In short, public opinion has changed and the industry acknowledges that it must now avoid wholesale promotion of a product that many people consider unacceptable. Peter Swain, president of Media Buying Services in Toronto, said he does not expect an "avalanche of advertising" from the tobacco companies. "They'd have to be brain dead to thumb their noses at public opinion and the government." Some health groups, while disappointed with the ruling, share the view that the companies are unlikely to go on an advertising binge for fear of a public backlash. "It's going to be very hard to go back," said Ken Kyle, director of public issues for the Canadian Cancer Society. "We're not used to seeing billboards in our face with cigarette packs on them."

Despite the ruling, the government will not back down from its aim to get Canadians to quit smoking or never start. More than 40,000 Canadians a year die as a direct result of tobacco use and the government is "going to do everything we can to stop it," said Marleau, who noted approvingly that the court upheld the federal government's power to control tobacco products. But Marleau admitted in a statement that the ruling was a disappointment. It may also finish off her controversial plans to make tobacco companies put cigarettes in plain packages stripped of trademarks and marketing adornments.

Inside the Commons and out, Liberal and opposition MPs told Marleau that her tobacco strategy is badly in need of repair. "What is left of the minister's anti-smoking policy?" chided Bloc Québécois MP Michel Daviault. Even Winnipeg Liberal MP Rey Pagtakhan, a medical doctor, admitted that the decision poses a dilemma for Ottawa. He proposed that the government could reintroduce the law but use the notwithstanding clause of the Charter of Rights to shelter it from court challenges. While Marleau did not directly rule out that idea, she suggested that its first-time use by the federal government to avoid the charter would be unlikely. "The charter is a statute of the federal government. I think we'll have to leave that be for now."

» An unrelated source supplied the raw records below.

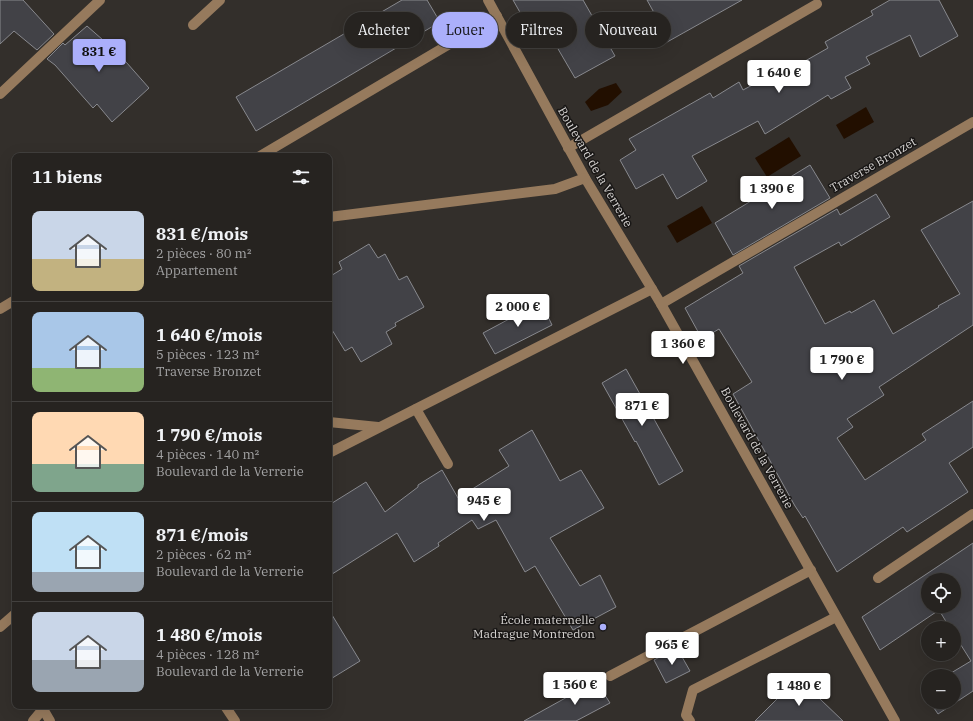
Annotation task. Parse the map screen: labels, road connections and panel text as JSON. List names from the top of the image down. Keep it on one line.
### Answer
{"streets":{"street":["Traverse Bronzet","Boulevard de la Verrerie"]},"crossings":[["Traverse Bronzet","Boulevard de la Verrerie"]],"places":["École maternelle Madrague Montredon"],"page":{"chip":["Acheter","Louer","Filtres","Nouveau"],"price":["831 €","1 640 €","1 390 €","2 000 €","1 360 €","1 790 €","871 €","945 €","965 €","1 560 €","1 480 €"],"heading":"11 biens","list":[{"name":"831 €/mois","note":"2 pièces · 80 m² · Appartement"},{"name":"1 640 €/mois","note":"5 pièces · 123 m² · Traverse Bronzet"},{"name":"1 790 €/mois","note":"4 pièces · 140 m² · Boulevard de la Verrerie"},{"name":"871 €/mois","note":"2 pièces · 62 m² · Boulevard de la Verrerie"},{"name":"1 480 €/mois","note":"4 pièces · 128 m² · Boulevard de la Verrerie"}],"map_buttons":["+","−"]}}
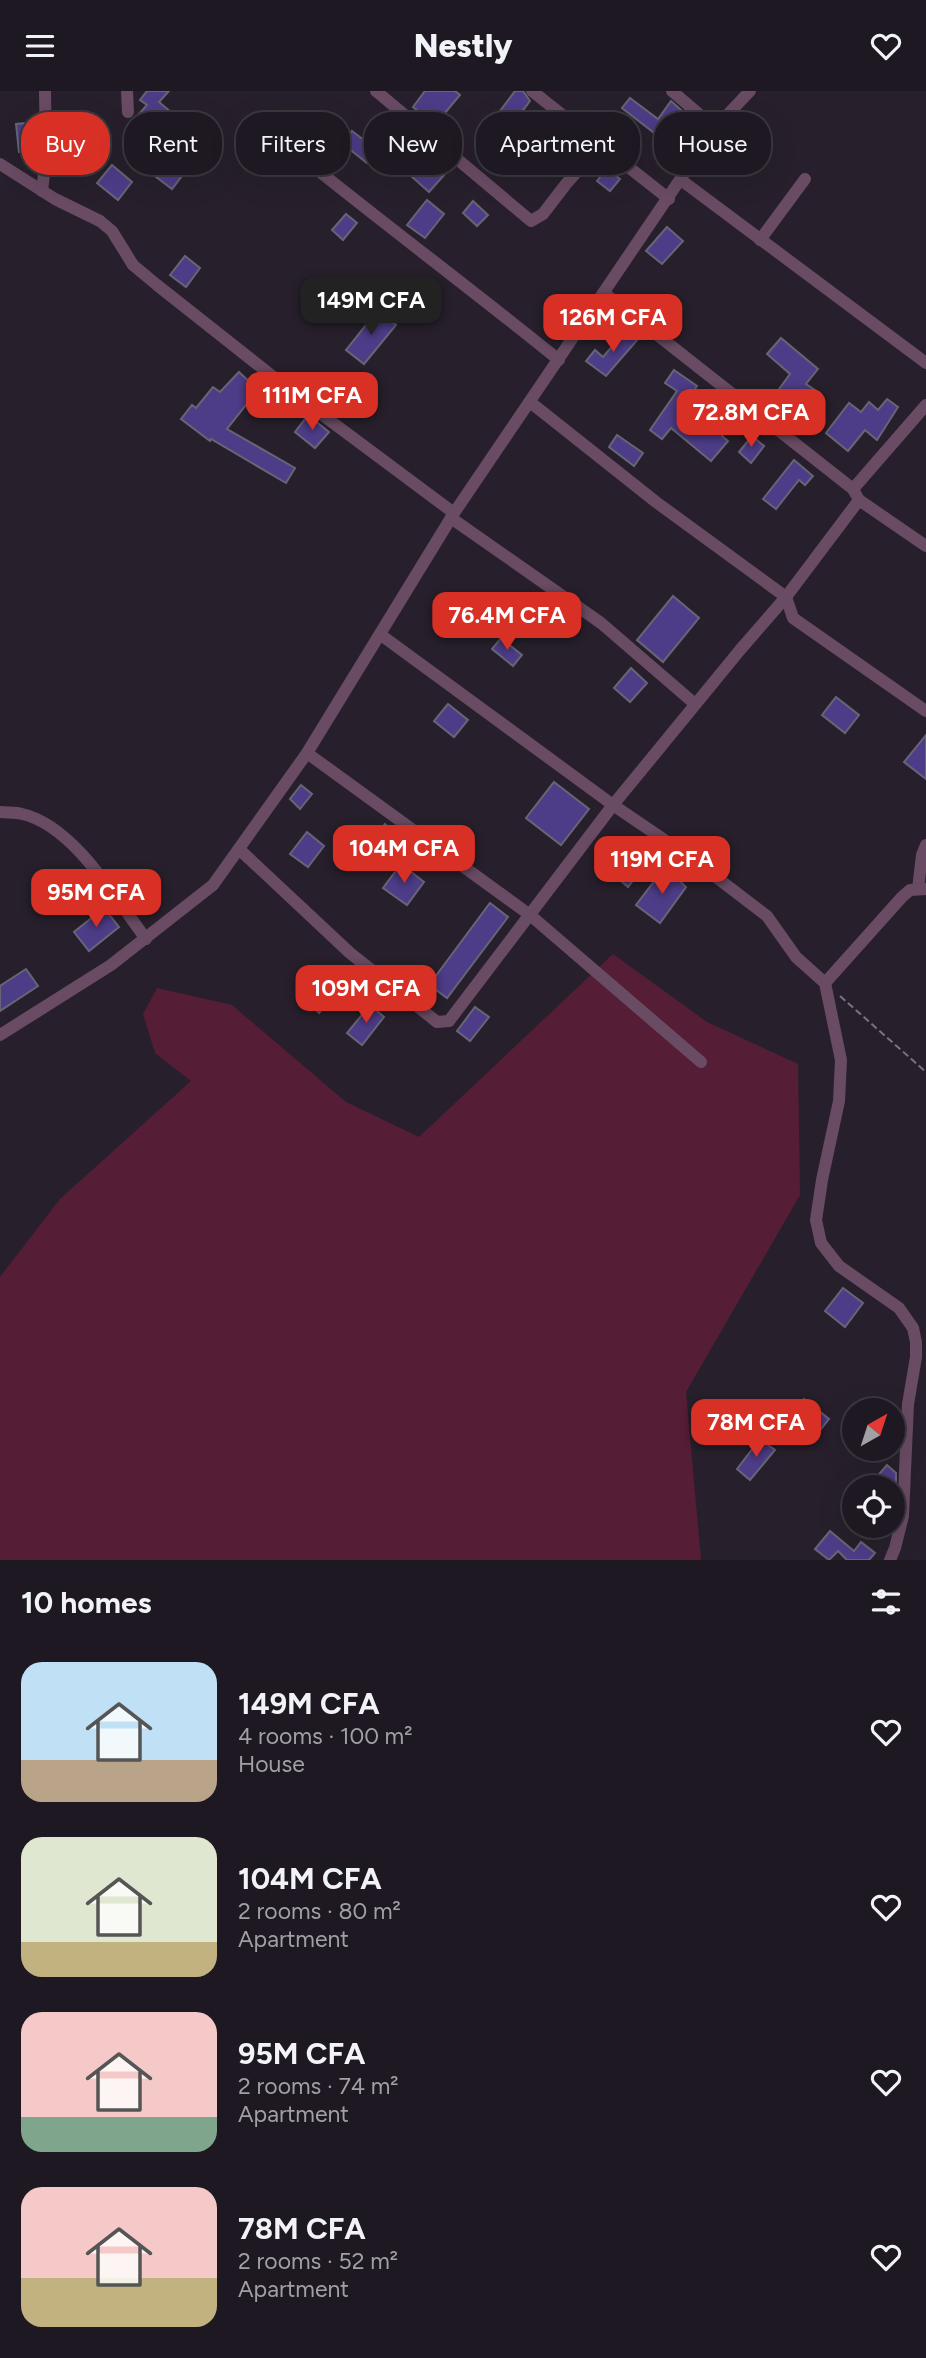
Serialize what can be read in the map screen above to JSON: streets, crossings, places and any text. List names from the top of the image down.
{
  "north": "top right",
  "page": {
    "header": "Nestly",
    "chip": [
      "Buy",
      "Rent",
      "Filters",
      "New",
      "Apartment",
      "House"
    ],
    "price": [
      "149M CFA",
      "126M CFA",
      "111M CFA",
      "72.8M CFA",
      "76.4M CFA",
      "104M CFA",
      "119M CFA",
      "95M CFA",
      "109M CFA",
      "78M CFA"
    ],
    "heading": "10 homes",
    "list": [
      {
        "name": "149M CFA",
        "note": "4 rooms · 100 m² · House"
      },
      {
        "name": "104M CFA",
        "note": "2 rooms · 80 m² · Apartment"
      },
      {
        "name": "95M CFA",
        "note": "2 rooms · 74 m² · Apartment"
      },
      {
        "name": "78M CFA",
        "note": "2 rooms · 52 m² · Apartment"
      }
    ]
  }
}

The Supreme Court did give the government some broad hints about what legislation might pass constitutional muster. Health warnings, with attribution, "can and should be placed" on cigarette packages, Justice Frank Iacobucci wrote. And there were strong indications that the court might uphold bans on promotions directed at adolescents and on so-called lifestyle ads, in which the focus is generally on attractive young people rather the product itself. The problem, Iacobucci and other judges wrote in the majority decision, was the "total and absolute ban on advertising without a justifiable basis for it."

In fact, in its small print, the decision suggests that it may well be possible for Ottawa to craft tough legislation against the tobacco industry that would be charter-proof. The court majority said it had no problem with the federal government's desire to treat tobacco promotion and advertising as a "valid exercise of the criminal law power." The court also described tobacco's effects as "evil" and noted that the "detrimental health effects caused by tobacco consumption" had been "clearly demonstrated" during the case. The ruling was not based on health considerations but on the court's expressed reticence to let the state override constitutional rights. The fault with the legislation was that the government never proved that less draconian measures might have served the same purpose. "Several less intrusive alternative measures would have been a reasonable impairment of the right to free expression," Justice Beverley McLachlin wrote.

Anti-smoking activists said the judgment could actually force the government to get tougher with the industry, perhaps by including tobacco products under the Hazardous Products Act. Said Eric LeGresley, counsel for the Non-Smokers' Rights Association: "This decision says that if you have a problem with the product, deal with the product, not the advertising." The tobacco wars, it seems, are far from over.